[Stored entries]
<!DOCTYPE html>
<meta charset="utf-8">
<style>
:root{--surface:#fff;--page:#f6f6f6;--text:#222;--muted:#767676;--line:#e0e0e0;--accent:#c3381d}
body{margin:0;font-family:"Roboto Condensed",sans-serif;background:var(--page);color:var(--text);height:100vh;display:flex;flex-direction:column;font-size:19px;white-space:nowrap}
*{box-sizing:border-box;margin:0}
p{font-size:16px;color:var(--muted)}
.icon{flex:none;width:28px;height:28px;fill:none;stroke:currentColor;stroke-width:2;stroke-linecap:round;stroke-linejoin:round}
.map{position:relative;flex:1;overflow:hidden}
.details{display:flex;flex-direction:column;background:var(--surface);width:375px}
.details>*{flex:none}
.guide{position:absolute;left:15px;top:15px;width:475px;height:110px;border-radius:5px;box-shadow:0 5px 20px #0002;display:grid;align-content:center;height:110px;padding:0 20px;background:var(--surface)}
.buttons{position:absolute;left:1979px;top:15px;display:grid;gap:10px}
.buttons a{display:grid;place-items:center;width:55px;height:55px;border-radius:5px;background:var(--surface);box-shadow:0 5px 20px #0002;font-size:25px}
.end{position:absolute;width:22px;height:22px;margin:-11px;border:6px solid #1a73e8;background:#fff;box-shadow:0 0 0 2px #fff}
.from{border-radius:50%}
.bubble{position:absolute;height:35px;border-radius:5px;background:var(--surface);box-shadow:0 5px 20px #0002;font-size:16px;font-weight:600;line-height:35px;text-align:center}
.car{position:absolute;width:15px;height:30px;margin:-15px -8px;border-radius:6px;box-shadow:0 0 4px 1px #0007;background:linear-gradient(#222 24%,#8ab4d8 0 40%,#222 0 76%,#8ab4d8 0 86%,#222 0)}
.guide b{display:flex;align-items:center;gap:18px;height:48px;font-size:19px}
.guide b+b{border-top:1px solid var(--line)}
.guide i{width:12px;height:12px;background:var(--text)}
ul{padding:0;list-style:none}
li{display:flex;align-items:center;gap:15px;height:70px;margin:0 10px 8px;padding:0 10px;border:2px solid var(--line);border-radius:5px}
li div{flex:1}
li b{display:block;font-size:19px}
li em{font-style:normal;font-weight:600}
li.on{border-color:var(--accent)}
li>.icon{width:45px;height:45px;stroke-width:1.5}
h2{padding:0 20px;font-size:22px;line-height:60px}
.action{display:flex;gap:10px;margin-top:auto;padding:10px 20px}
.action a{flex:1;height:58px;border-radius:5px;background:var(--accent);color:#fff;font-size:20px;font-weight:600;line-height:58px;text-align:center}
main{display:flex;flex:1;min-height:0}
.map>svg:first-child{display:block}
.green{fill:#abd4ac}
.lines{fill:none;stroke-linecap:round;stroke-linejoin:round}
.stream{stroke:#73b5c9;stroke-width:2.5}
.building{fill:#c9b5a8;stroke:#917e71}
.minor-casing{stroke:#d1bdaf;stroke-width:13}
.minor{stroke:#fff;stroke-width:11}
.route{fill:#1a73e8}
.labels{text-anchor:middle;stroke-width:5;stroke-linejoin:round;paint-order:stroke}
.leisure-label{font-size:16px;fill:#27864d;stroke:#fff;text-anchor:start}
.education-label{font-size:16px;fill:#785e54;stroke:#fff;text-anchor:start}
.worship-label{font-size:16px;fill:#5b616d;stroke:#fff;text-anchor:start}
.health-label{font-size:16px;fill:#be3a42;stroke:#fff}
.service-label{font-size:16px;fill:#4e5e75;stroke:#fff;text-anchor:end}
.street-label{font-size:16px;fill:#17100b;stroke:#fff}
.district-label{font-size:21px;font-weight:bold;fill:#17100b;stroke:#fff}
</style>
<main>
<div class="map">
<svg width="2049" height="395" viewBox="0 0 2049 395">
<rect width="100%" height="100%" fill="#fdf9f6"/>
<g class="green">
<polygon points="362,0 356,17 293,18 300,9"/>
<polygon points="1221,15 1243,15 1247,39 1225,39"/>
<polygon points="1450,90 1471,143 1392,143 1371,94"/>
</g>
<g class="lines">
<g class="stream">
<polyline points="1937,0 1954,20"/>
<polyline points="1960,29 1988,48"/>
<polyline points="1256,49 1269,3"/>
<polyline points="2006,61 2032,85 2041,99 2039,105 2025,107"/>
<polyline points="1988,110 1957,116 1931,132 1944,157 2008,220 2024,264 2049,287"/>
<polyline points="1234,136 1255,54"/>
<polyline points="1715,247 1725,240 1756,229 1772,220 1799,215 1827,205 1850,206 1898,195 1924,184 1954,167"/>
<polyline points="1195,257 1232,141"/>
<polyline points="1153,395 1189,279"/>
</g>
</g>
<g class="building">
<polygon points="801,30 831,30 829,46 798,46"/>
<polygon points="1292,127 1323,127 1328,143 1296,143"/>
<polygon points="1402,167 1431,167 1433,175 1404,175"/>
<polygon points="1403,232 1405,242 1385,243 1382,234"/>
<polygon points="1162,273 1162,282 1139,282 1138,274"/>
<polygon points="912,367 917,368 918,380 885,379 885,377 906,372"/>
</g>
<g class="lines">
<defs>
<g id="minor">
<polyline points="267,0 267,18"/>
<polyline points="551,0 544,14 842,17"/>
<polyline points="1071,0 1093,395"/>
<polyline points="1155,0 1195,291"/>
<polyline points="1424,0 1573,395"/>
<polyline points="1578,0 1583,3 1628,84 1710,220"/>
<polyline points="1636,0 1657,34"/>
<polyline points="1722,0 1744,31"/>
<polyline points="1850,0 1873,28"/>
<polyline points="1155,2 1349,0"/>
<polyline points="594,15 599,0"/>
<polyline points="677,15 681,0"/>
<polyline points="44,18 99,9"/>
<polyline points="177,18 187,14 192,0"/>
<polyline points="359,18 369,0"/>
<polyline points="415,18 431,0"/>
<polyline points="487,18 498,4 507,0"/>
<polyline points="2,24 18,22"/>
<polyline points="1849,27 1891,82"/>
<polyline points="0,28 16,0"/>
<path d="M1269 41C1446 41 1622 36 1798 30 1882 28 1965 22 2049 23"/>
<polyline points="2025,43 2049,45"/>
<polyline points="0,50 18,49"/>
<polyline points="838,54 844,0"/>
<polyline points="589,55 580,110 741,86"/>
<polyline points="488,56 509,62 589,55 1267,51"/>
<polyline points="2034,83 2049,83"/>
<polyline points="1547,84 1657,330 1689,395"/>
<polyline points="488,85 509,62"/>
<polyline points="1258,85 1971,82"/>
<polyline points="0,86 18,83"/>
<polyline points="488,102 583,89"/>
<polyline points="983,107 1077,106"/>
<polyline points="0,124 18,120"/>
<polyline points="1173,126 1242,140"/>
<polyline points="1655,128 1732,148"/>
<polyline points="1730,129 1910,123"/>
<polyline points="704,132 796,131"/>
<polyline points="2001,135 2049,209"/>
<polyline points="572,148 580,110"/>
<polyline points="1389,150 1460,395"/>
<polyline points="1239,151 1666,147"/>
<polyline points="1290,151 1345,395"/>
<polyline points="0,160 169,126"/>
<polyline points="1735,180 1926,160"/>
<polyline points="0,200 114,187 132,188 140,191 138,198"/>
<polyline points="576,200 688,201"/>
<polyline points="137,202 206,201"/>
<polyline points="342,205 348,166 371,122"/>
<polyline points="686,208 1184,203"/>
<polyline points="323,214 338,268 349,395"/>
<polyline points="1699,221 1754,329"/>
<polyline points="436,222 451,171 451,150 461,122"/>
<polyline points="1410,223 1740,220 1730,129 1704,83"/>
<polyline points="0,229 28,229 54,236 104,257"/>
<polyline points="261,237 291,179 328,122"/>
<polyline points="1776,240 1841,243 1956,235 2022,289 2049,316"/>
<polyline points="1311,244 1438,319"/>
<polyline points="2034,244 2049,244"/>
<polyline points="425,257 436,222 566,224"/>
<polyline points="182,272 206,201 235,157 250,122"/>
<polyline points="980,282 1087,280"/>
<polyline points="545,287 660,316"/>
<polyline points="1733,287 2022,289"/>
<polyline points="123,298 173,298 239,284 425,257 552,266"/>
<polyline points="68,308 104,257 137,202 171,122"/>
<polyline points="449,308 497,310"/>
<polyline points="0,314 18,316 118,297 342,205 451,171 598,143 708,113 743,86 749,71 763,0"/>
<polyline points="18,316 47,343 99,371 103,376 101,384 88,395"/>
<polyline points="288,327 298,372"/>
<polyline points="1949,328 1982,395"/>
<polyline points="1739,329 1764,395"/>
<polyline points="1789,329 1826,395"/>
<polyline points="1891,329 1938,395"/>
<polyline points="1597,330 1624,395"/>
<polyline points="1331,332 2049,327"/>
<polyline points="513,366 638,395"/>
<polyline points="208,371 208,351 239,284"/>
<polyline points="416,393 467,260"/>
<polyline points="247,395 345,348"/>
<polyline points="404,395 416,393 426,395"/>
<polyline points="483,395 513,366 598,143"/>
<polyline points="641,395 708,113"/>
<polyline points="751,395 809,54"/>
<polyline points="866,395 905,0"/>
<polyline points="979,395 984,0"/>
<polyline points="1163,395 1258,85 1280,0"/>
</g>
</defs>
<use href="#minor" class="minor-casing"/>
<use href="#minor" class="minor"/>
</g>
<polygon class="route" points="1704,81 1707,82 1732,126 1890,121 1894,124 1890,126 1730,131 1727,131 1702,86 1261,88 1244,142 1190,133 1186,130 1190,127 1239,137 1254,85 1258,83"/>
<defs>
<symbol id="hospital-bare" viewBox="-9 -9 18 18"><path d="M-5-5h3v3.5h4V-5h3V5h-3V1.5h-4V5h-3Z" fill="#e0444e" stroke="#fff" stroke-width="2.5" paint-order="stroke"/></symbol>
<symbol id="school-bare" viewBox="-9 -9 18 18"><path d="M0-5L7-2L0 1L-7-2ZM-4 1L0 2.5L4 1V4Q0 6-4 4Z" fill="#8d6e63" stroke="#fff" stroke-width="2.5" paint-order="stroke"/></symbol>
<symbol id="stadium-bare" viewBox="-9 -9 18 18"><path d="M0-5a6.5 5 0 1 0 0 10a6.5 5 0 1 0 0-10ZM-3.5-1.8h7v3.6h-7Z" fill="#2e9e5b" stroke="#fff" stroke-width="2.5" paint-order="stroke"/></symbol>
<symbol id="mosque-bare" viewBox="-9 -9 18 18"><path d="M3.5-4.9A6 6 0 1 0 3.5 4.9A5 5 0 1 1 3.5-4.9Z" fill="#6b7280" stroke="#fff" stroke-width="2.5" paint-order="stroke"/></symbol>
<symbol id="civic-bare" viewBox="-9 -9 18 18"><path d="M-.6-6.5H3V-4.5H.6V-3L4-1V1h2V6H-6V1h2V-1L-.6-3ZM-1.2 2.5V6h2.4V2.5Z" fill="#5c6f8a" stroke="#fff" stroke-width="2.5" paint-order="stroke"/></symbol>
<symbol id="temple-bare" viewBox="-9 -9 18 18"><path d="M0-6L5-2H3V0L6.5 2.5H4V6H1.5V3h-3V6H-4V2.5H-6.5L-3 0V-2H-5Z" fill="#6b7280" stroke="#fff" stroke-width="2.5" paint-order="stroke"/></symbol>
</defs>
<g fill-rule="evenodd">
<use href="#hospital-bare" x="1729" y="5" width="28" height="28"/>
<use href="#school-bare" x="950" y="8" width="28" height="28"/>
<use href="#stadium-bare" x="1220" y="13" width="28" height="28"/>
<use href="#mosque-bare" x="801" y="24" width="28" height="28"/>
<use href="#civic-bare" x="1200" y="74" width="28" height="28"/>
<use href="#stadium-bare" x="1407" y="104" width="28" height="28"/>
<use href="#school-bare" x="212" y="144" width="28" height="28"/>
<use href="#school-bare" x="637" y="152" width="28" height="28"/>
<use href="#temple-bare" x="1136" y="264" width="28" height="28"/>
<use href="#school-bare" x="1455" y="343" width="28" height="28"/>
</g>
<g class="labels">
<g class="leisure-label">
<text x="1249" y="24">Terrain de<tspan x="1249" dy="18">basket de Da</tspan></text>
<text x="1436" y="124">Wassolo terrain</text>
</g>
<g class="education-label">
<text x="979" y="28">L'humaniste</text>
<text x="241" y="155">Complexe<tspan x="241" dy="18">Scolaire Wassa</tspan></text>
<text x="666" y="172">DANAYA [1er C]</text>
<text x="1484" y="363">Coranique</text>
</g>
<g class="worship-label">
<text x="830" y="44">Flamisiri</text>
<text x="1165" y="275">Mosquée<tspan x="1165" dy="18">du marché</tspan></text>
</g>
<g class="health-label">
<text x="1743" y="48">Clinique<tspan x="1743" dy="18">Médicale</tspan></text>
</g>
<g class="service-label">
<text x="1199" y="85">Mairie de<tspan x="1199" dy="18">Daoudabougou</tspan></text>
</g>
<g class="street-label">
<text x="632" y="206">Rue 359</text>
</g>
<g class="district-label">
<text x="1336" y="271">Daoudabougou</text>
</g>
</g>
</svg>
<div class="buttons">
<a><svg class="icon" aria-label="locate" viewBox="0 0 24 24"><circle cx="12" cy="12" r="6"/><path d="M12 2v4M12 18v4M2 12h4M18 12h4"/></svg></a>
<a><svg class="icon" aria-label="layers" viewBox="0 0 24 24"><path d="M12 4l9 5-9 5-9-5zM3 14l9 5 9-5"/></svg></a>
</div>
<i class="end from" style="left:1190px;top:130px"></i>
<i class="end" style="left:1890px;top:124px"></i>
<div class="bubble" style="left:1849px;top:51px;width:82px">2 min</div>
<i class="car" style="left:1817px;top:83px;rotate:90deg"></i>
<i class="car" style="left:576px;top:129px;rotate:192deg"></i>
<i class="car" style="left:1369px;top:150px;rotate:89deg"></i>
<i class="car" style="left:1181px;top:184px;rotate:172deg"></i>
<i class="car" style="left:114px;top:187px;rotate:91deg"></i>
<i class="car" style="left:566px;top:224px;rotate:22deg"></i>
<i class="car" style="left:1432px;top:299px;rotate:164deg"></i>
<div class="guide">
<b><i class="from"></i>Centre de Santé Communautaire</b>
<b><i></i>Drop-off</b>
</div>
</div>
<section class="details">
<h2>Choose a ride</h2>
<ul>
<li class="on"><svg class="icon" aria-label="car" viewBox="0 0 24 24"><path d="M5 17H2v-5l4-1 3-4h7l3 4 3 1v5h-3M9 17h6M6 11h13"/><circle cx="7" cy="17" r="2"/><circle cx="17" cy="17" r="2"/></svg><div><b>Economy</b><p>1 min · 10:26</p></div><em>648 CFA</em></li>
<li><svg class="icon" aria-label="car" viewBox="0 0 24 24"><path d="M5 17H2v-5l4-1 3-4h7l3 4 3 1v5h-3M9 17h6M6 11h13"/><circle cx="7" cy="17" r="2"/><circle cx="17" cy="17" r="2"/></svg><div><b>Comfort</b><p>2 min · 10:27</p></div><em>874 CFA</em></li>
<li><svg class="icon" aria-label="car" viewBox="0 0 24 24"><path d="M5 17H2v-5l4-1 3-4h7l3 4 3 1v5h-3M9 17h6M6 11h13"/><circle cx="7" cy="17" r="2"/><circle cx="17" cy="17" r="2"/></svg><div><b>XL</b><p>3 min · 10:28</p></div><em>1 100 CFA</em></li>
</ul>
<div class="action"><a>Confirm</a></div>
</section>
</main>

◆ To do
Answer with a single number: how many lines in the data above have the string "hospital" in them?

◆ Result
2